Melihat proses penculikan, di kemudian hari Zakaria menyimpulkan bahwa aksi kejam berupa penculikan dan pembunuhan yang dilakukan oleh PKI pada bulan September tahun 1948 itu bukanlah aksi biasa yang tanpa tujuan. Setidaknya, mereka benar-benar sudah mempersiapkannya dengan matang.
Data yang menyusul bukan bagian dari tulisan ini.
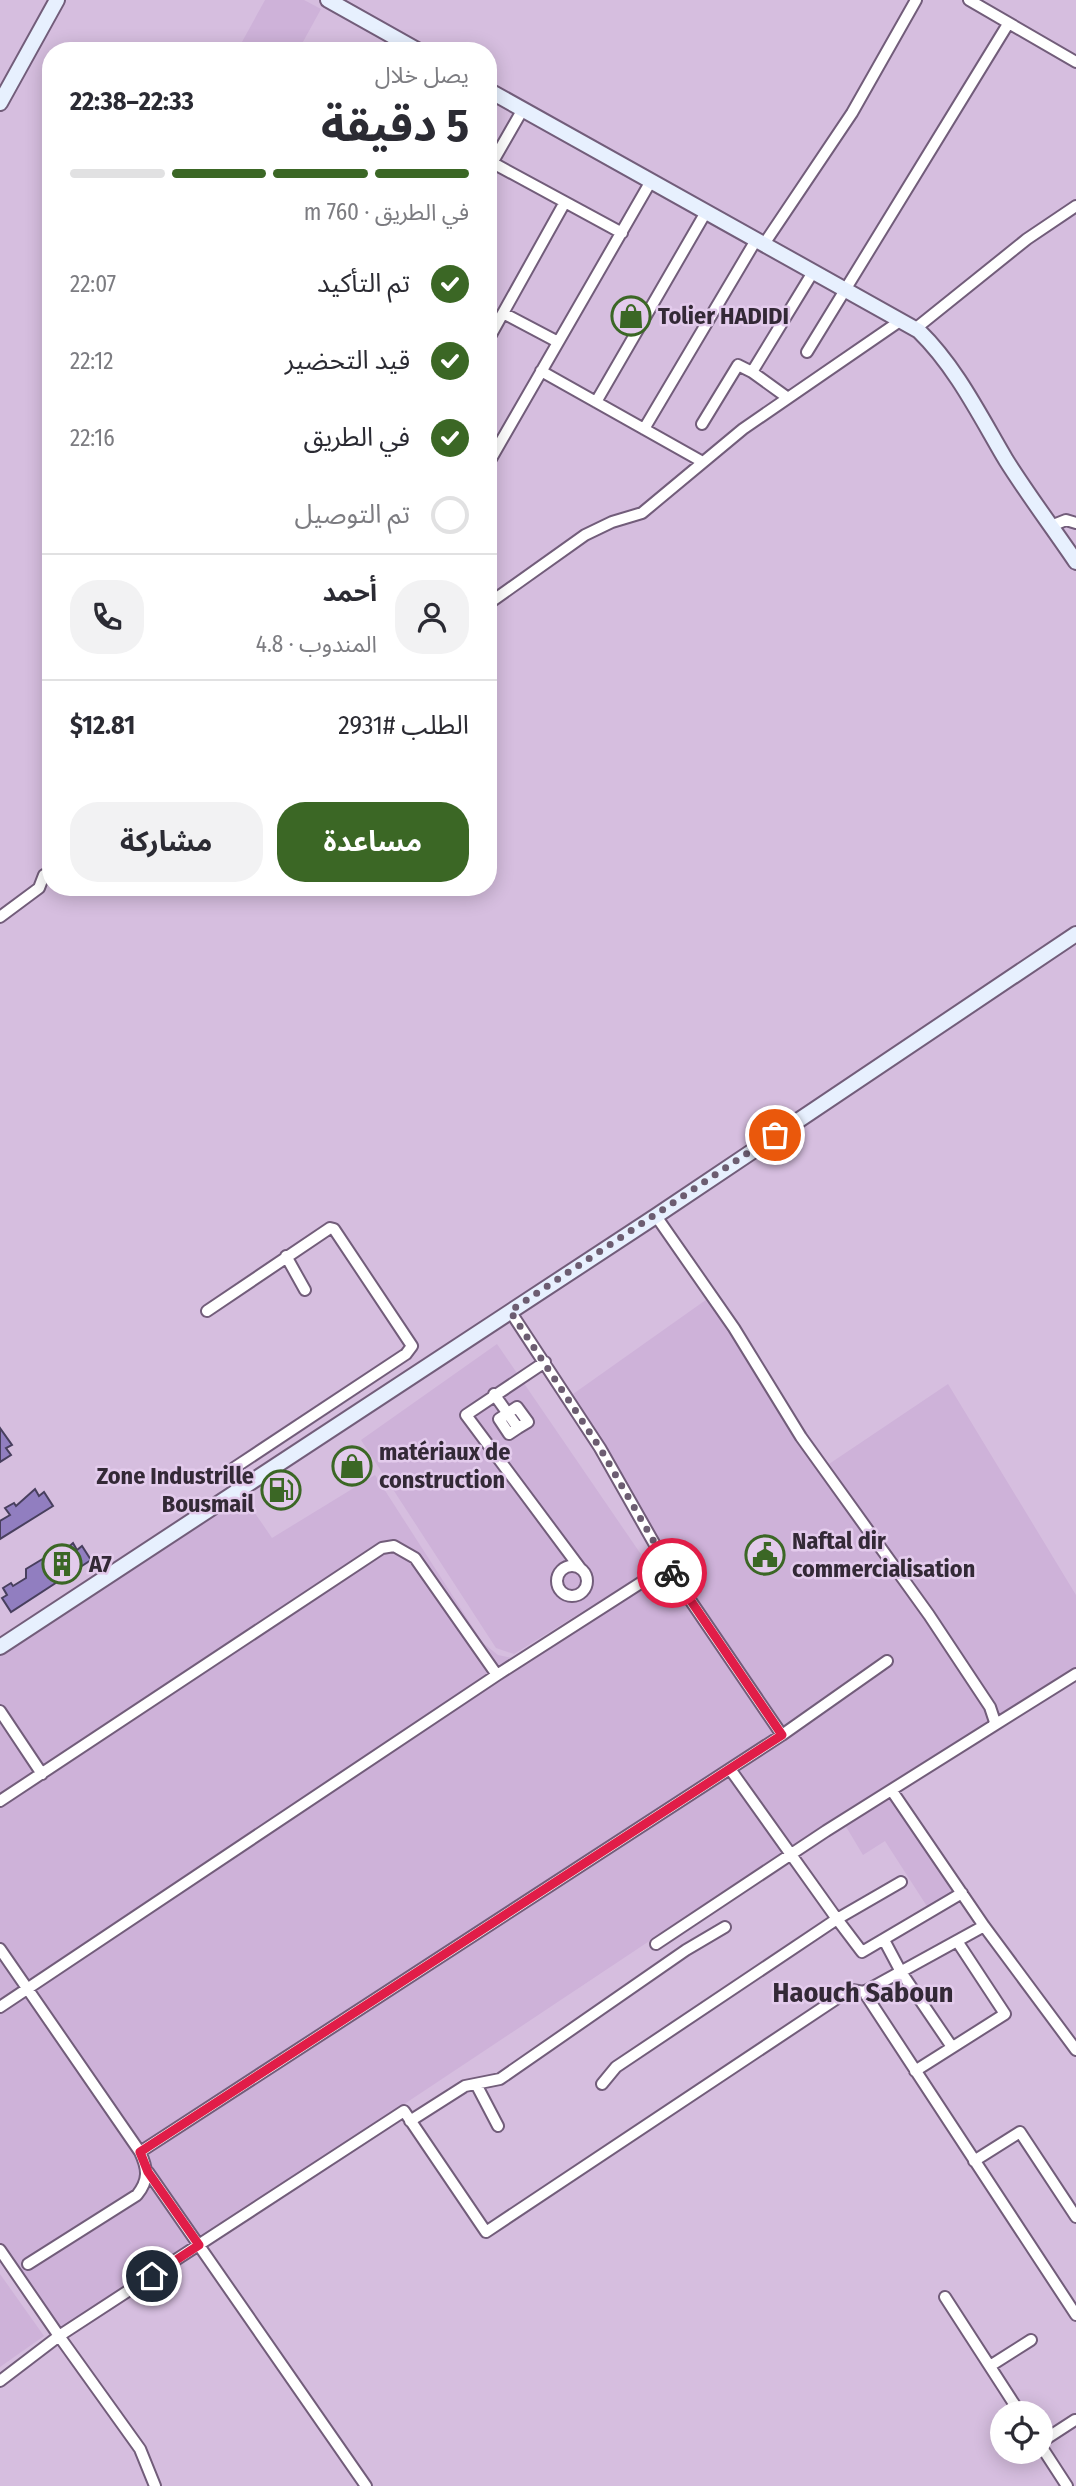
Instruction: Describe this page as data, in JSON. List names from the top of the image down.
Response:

Ini terbuti hanya dalam waktu singkat para pemberontakan tersebut mampu menguasai wilayah yang cukup luas, yakni meliputi Madiun, Magetan, Ponorogo, Pacitan, Trenggalek, Ngawi, Purwantoro, Blora, Pati, Cepu, dan Kudus.

''Sebelum meledak, di sekitar Takeran beterbaran aneka pamflet tentang Muso yang baru pulang dari Moskow. Pesantren Takeran dipilih untuk diserbu karena saat itu menjadi tempat atau basis pergerakan Islam. Kiai Mursyid mau diajak berunding karena sudah tahu pesantrennya terancam akan dibakar,'' tegas Zakaria.

             *  

Tak hanya menyapu daerah di timur Gunung Lawu, aksi PKI di tahun 1948 juga memakan "wilayah barat", seperti Klaten dan Solo. Tanpa dinyana dalam sebuah perbincangan ringan di pinggir Kali Code, Yogyakarta, pada 1 Oktober lalu, seorang cucu Lurah sebuah desa di Klaten, Jawa Tengah, Arfan Suasdiantoro menceritakan nasib keluarganya yang pada tahun 1948 dibantai PKI.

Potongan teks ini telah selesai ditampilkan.